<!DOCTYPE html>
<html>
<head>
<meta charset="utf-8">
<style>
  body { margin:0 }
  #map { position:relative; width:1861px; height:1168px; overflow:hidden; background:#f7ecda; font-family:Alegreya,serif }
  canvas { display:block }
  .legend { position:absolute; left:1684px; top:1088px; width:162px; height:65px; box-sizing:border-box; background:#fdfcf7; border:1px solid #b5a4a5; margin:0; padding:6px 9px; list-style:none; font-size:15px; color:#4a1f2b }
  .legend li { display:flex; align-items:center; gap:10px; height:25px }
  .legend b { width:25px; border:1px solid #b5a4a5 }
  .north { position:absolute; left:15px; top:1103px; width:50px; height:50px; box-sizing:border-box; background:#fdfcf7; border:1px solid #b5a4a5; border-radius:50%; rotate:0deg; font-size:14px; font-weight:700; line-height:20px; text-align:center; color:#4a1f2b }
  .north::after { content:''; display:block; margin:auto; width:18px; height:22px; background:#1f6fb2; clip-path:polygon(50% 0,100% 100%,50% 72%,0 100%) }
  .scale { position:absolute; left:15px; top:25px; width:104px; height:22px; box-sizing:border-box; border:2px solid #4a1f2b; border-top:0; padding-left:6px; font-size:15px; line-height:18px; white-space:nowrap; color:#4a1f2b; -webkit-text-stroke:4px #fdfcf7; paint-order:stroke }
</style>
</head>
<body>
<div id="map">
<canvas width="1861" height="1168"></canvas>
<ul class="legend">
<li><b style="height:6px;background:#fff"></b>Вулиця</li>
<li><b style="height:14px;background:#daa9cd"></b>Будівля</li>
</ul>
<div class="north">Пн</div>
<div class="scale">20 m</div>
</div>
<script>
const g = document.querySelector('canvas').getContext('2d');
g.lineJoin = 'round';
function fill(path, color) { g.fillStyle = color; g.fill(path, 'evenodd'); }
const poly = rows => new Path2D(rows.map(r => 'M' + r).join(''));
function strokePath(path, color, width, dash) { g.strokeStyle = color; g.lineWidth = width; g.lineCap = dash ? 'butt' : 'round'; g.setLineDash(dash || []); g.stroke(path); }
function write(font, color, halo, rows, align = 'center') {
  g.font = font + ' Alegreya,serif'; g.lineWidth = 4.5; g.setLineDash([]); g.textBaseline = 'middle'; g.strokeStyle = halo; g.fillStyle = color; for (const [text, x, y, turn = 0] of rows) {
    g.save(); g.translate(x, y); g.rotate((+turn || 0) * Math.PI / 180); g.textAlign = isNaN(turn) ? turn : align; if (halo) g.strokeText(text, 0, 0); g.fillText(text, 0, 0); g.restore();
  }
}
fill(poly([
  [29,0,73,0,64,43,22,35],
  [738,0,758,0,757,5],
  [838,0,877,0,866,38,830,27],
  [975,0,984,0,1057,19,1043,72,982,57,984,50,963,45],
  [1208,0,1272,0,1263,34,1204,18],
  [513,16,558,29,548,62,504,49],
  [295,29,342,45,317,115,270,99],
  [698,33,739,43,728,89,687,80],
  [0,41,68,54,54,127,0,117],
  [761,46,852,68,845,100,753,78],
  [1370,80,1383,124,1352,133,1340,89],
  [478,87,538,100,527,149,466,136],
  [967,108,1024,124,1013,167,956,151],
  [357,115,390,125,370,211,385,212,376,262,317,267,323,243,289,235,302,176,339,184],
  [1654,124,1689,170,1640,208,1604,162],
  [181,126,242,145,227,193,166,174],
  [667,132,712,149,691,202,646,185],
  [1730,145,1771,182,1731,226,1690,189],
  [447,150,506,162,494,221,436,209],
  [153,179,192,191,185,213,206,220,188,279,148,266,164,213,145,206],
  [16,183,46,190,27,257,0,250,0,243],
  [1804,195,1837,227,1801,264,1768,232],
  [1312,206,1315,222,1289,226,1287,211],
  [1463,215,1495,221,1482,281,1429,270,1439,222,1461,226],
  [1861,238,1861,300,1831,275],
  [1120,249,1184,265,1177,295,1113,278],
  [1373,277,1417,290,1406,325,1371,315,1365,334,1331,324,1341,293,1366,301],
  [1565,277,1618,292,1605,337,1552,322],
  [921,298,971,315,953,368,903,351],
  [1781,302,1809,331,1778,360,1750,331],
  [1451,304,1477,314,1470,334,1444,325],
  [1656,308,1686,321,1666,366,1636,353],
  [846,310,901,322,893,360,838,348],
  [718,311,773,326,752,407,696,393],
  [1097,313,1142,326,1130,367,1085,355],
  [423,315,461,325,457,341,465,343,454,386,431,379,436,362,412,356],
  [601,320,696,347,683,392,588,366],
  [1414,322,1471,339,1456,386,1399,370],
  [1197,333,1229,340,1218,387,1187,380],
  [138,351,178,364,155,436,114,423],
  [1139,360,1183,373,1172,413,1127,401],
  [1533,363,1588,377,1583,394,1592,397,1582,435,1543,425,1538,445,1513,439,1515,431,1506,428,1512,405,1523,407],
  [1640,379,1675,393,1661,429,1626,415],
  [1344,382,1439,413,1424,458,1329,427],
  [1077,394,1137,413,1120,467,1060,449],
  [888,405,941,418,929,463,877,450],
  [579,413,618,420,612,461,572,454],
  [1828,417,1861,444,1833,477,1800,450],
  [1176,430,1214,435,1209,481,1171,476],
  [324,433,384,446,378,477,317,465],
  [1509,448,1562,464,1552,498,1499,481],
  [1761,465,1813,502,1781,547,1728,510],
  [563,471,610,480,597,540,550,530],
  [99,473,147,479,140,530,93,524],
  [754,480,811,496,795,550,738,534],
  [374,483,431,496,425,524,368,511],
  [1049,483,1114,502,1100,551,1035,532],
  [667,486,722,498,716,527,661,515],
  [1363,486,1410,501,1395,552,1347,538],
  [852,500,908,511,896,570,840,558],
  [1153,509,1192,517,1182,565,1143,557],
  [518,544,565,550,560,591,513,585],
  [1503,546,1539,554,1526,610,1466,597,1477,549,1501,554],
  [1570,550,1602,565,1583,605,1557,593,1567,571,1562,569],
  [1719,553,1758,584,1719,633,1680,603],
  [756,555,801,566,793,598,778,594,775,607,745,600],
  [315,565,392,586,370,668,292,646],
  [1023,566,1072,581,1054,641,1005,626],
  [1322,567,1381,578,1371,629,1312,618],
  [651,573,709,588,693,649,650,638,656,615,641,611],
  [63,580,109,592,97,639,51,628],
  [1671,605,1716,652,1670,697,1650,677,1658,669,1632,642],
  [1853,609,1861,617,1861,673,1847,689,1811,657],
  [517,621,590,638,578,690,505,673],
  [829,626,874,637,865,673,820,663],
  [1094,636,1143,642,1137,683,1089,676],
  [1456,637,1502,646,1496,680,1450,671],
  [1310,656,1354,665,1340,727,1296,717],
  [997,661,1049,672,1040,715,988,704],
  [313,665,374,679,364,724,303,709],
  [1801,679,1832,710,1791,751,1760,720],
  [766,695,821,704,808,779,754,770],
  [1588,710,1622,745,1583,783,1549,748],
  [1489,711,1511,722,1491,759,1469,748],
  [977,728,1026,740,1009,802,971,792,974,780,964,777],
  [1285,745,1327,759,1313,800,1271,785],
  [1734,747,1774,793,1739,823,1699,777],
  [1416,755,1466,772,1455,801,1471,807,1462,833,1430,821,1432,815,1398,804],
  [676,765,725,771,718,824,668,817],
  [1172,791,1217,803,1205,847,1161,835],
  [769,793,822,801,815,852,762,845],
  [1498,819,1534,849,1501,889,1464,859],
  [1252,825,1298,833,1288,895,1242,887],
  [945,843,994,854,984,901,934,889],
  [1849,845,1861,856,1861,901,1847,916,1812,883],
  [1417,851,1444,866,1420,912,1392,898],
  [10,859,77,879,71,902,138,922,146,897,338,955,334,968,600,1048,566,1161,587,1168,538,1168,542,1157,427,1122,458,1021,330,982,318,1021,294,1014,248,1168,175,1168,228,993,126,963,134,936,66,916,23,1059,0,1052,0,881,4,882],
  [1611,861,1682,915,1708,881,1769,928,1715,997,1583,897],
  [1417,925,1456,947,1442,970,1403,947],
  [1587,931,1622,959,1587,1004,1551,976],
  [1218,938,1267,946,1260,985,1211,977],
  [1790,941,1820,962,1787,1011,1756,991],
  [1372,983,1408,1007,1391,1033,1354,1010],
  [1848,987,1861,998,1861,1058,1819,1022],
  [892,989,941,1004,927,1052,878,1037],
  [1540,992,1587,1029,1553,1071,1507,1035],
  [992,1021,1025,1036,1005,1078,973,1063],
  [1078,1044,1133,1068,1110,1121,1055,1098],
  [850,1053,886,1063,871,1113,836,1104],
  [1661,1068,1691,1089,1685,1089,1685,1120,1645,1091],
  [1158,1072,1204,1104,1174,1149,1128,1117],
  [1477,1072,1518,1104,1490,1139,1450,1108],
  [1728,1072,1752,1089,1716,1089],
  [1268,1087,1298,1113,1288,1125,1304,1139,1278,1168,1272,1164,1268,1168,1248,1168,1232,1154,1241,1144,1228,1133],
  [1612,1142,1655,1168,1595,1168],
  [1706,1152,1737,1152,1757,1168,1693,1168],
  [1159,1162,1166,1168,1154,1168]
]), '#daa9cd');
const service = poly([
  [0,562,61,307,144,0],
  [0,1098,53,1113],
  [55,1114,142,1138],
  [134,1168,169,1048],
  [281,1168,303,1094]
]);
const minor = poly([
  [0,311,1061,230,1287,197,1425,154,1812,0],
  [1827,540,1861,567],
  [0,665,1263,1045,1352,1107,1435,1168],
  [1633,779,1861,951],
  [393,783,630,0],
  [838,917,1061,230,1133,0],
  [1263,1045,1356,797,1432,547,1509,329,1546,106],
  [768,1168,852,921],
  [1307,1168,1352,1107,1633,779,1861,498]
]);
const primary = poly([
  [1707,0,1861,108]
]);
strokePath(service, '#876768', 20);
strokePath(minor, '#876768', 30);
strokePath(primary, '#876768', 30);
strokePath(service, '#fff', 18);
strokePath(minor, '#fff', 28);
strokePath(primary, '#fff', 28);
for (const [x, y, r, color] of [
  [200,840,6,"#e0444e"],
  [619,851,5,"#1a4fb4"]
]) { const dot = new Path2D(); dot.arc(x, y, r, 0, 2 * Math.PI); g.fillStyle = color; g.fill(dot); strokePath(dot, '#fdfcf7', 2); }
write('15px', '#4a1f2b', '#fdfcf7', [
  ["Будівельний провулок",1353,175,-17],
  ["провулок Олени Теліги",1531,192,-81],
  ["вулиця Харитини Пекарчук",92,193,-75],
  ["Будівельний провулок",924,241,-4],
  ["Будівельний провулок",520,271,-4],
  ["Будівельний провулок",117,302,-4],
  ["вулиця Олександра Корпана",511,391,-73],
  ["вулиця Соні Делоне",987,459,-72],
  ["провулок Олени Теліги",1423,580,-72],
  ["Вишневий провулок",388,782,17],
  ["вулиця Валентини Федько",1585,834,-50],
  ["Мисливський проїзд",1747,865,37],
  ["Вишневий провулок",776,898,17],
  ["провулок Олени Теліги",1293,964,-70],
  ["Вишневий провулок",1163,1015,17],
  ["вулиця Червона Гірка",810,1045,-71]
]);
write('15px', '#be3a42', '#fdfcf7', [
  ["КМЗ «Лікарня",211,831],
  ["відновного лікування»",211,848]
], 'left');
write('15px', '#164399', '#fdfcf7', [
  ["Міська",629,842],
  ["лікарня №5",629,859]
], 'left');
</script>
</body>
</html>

#####

* [Required action]
Show the lines of the records that include the string "setLineDash".

* [Exercise solution]
function strokePath(path, color, width, dash) { g.strokeStyle = color; g.lineWidth = width; g.lineCap = dash ? 'butt' : 'round'; g.setLineDash(dash || []); g.stroke(path); }
  g.font = font + ' Alegreya,serif'; g.lineWidth = 4.5; g.setLineDash([]); g.textBaseline = 'middle'; g.strokeStyle = halo; g.fillStyle = color; for (const [text, x, y, turn = 0] of rows) {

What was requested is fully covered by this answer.